HENDERSON COUNTY, KENTUCKY — It’s a brief headline in the local LEX 18 but you can be sure there’s plenty behind it. A 69-year-old homeowner called police to tell them he shot a 36-year-old. When Kentucky State Troopers arrived on the scene, they found that indeed the 36-year-old had been shot. The scant details that surfaced was it appeared the shooting victim showed up to the man’s house intending to confront him. The homeowner went inside and got his shotgun and shot him. This case will likely bloom into something a bit more sordid than how it appears now — but it touches upon a very important point we’d like to drive home.
Don’t Show Up To Someone Else’s House For A Confrontation
Last week I was hanging out at a friend’s house and a neighbor stopped by. Both my friend and I knew plenty too much about a sordid love affair between the neighbor and another man’s wife. After a six pack of beer or so, this gentleman got the idea in his head he’s going to confront the husband.

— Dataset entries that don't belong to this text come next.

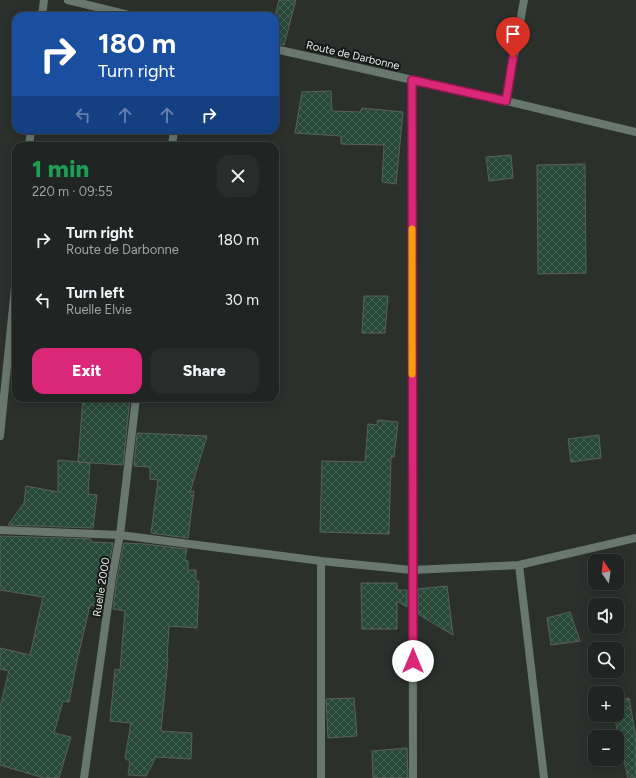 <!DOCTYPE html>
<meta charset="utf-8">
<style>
:root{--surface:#202422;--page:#282c2a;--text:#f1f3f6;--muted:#a2a4a5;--line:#3d4140;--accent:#db2777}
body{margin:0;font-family:Figtree,sans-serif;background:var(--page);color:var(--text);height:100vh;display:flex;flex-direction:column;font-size:15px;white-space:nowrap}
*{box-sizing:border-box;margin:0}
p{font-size:13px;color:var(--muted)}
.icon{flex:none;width:22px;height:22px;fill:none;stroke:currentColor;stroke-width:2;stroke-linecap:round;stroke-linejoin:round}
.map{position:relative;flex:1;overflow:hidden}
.details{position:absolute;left:12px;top:142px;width:267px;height:260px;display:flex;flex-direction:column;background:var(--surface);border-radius:12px;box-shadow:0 2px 10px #0003,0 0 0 1px var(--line)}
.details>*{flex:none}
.banner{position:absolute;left:12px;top:12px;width:267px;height:122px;border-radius:12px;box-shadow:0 2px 10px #0003,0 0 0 1px var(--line);background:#1a4fa0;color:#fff;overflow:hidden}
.needle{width:26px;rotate:346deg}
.buttons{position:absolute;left:588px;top:554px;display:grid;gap:8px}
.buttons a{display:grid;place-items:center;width:36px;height:36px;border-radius:8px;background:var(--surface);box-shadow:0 2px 10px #0003,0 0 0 1px var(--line);font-size:20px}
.pin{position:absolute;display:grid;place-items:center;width:34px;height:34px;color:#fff;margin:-41px -17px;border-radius:50% 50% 50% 0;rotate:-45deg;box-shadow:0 0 4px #0007}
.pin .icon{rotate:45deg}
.me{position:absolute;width:44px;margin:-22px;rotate:0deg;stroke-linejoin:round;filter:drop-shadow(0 0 3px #0008)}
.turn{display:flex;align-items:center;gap:14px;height:84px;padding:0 20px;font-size:18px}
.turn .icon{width:52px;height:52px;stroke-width:2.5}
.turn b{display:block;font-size:28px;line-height:34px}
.lanes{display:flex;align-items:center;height:38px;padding:0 20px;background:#0003;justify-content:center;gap:20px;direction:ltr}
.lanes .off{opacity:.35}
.round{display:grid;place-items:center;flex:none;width:42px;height:42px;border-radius:12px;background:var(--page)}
.overview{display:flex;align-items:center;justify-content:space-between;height:68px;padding:0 20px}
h1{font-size:24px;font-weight:800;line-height:30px;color:#1e9e55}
.primary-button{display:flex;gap:8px;margin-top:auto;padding:8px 20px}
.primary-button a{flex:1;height:46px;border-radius:12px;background:var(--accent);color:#fff;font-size:16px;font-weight:800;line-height:46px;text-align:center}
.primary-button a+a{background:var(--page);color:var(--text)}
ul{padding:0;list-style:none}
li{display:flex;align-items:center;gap:12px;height:60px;padding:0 20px}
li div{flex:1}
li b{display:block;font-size:15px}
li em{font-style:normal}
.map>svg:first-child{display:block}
.building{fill:url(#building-cross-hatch);stroke:#5a605c}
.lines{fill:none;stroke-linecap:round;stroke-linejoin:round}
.minor{stroke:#69786f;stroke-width:8}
.route-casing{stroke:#8e194d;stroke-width:10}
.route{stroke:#db2777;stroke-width:7}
.slow{stroke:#f59e0b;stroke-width:7}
.labels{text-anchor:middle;stroke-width:4;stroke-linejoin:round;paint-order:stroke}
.street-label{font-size:11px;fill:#e8ecea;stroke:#151816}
</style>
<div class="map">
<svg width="636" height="778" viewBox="0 0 636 778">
<defs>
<pattern id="building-cross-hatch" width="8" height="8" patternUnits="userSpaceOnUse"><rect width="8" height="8" fill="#264838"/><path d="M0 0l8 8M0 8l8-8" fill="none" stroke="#466355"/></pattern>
</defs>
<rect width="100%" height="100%" fill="#2b302d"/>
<path class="building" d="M279 0H296L284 45 275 44V16Z
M331 91 332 111 360 112 362 108 403 112 396 184 382 182 384 145 341 144V136L295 133 302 92Z
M511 155 513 178 489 181 486 157Z
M585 164 586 273 538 274 537 165Z
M364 296H388L385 333H362Z
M83 398H130L123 465 78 462Z
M378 420 398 422 394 457H391L389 534 320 532 322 461 365 462 368 424 377 425Z
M137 433 207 436 190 492 194 491 188 538 151 533 158 480 150 479V467L134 466Z
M599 435 601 458 571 462 568 439Z
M58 460 90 463 88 494 97 495 93 528 8 525 24 503 26 486 58 492Z
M0 536 91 539V542L113 543 107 576 102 607 90 605 77 661 69 702 63 701 54 733 71 737 59 778H44L0 765V707L9 671 0 669V648L30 655 43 597 0 590Z
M124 543 144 544 187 549 185 560 188 561V570H196V581H199L197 628 169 626 167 659H168L161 731 192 733 191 759 156 757 146 776 128 775 130 762 125 758 131 723 110 721 115 669 120 670 125 611 113 609 117 578Z
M361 583H397V590H407V607L397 601V629H362Z
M447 586 453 635 418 614V589Z
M570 612 580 641 551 645 547 618Z
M354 698 357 736 328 738 326 699Z
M629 698 636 738V778H628L614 715H617V701Z
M407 748 408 778H373L372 751Z"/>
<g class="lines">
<path class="minor" d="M68 0 133 16
M42 16 44 0
M275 49 506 101 636 132
M412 80 413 778
M506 101 524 0
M29 146 31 130
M172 146 174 130
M0 436 16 277
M0 530 120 535 321 561 412 570 519 565 636 538
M321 561V778
M519 565 544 778
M84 778 112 577 120 535 136 398"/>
</g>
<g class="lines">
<defs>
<path id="route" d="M413 661 412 80 506 101 513 58"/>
</defs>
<use href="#route" class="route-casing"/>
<use href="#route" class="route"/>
<path class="slow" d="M412 229V374"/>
</g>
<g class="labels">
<g class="street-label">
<text transform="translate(353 55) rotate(13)" y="4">Route de Darbonne</text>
<text transform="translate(101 587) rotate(-81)" y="4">Ruelle 2000</text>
</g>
</g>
</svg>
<div class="buttons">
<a><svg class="needle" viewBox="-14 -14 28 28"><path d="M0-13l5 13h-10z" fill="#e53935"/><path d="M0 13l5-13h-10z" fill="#a2a4a5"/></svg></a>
<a><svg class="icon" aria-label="sound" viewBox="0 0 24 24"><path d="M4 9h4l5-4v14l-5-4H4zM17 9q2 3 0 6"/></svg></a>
<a><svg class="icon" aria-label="search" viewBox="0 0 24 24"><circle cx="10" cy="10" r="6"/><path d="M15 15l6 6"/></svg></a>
<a>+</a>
<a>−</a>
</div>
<div class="pin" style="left:513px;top:58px;background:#d93025"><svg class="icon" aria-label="arrive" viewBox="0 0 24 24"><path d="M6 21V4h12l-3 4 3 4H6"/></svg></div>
<svg class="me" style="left:413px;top:661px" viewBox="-20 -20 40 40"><circle r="19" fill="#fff"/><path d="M0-13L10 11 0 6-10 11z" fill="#db2777"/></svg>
<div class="banner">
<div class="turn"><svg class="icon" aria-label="right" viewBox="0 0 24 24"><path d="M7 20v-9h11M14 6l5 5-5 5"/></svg><div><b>180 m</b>Turn right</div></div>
<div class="lanes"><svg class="icon off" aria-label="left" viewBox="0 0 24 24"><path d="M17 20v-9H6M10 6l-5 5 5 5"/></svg><svg class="icon off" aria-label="ahead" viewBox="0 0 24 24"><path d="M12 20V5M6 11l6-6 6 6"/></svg><svg class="icon off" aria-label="ahead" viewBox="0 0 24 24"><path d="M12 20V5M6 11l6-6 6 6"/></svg><svg class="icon" aria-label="right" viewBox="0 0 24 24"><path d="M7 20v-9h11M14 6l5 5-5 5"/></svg></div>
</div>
<section class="details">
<div class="overview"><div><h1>1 min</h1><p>220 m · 09:55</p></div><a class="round"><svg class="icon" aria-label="close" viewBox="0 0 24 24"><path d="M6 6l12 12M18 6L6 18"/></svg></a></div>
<ul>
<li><svg class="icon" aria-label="right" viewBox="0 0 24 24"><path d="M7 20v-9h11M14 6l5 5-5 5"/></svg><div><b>Turn right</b><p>Route de Darbonne</p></div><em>180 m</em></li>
<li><svg class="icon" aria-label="left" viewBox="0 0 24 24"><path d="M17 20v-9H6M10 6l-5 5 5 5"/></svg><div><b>Turn left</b><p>Ruelle Elvie</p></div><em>30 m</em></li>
</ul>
<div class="primary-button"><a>Exit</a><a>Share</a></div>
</section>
</div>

I quickly corrected him and told him that’s possibly one of the worst ideas I ever heard.
I don’t know the details of the relationship or the things that happen behind closed doors. I try to keep all of that where it belongs — between individuals. But when he wanted to make the foolish move to confront someone else on that person’s property, I quickly informed him that similar things have happened in the past and they all end tragically.
This news story definitely exemplifies this. While I wouldn’t go on to say that someone was doing something not alleged in the story specifically, I can say that when people get heated, their judgement is compromised. Recognize it and use that to avoid a conflict.
The homeowner may have been in the right or the wrong depending on whatever the county prosecutor says. That’s not our place to judge, either. What I can say is that if you’ve got the foolish notion that you can walk onto the property of another man or woman and expect any confrontation to end well — you’re not thinking clearly. And this 36-year-old hopefully learned that lesson albeit through the hardest way.